Dataset records

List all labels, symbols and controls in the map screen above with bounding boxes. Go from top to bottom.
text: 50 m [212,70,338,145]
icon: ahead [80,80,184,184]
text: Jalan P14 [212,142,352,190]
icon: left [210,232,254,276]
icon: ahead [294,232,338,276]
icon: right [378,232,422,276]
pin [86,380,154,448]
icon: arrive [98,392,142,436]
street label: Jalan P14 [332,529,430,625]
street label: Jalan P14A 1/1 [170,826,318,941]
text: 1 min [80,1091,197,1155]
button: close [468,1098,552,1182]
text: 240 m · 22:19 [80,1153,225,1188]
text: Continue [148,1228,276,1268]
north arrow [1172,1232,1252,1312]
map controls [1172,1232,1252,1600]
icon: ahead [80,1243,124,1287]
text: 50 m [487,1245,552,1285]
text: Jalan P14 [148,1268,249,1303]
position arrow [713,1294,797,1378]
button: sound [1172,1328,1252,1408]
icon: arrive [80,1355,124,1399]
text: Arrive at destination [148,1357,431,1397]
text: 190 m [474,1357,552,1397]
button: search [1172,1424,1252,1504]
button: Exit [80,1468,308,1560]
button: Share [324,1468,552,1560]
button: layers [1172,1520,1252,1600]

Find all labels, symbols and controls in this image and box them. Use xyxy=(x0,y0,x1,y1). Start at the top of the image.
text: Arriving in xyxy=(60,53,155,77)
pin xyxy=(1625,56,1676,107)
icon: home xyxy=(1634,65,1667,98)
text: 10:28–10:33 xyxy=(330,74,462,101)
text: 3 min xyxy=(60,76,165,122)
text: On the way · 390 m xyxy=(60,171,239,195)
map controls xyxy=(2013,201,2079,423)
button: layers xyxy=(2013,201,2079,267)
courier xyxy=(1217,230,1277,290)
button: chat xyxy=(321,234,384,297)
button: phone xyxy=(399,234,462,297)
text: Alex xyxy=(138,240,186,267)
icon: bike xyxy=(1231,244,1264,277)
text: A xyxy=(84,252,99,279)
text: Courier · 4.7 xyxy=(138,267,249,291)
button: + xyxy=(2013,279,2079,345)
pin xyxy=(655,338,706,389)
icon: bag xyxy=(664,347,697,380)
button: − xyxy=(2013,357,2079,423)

About this task
Apply a filter for "street" to the data above, then copy each line that matches.

Answer section
street label: Jalan P14 [332,529,430,625]
street label: Jalan P14A 1/1 [170,826,318,941]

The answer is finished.